There is always lots of
interest in determining if housing prices in Canada are too high. There is even
some talk that the Canadian housing market is in a bubble (Macleans). The Economist has a
really nice interactive tool that allows users to compare housing markets in
different countries around the world. One way to compare housing prices across
time is to follow the ratio of house prices to income. According to the chart,
this value for Canada was 100 in 1985 and then rose quickly to 155 in 1989 (a 55% increase in just 4 years!).
After 1989, the ratio of house prices in Canada to income slowly dropped
throughout the 1990s. In 2001 the ratio of house prices to income in Canada started
to increase and now stands at a record high of 180. Notice that for any
particular year, the ratio of house prices to income in Canada is larger than
the corresponding value in Britain or the US. Of the countries shown in the chart,
the Canadian house price to income ratio is most similar to Australia (although
this ratio for Australia has been weakening in the past few years).

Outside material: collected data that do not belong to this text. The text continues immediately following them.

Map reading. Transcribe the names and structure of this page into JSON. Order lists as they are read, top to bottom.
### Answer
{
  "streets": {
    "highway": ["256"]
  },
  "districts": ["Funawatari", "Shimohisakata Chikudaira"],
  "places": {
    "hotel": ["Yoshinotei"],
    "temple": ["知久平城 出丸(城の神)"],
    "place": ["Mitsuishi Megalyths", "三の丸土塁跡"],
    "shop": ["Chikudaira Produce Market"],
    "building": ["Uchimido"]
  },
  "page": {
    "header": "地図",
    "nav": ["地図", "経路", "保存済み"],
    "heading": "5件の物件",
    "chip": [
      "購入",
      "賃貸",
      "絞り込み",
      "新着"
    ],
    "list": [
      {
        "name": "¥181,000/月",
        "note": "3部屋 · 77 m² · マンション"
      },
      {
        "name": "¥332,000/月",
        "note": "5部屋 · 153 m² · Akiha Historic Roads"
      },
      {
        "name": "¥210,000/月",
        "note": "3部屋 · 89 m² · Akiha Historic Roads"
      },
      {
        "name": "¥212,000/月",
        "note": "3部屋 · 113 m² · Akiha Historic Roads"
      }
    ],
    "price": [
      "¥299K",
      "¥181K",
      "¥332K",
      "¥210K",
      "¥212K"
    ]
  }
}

So what is the upshot for Canada? High ratios of house prices to income are not good for Canadians because many home buyers need to borrow money to buy a house. Borrowing money means taking on debt. Taking on debt today is easy because of the low interest rates, but once interest rates start to rise, mortgage payments for many are going to be a big problem. For foreign buyers with lots of money, rising interest rates are probably not much of a concern.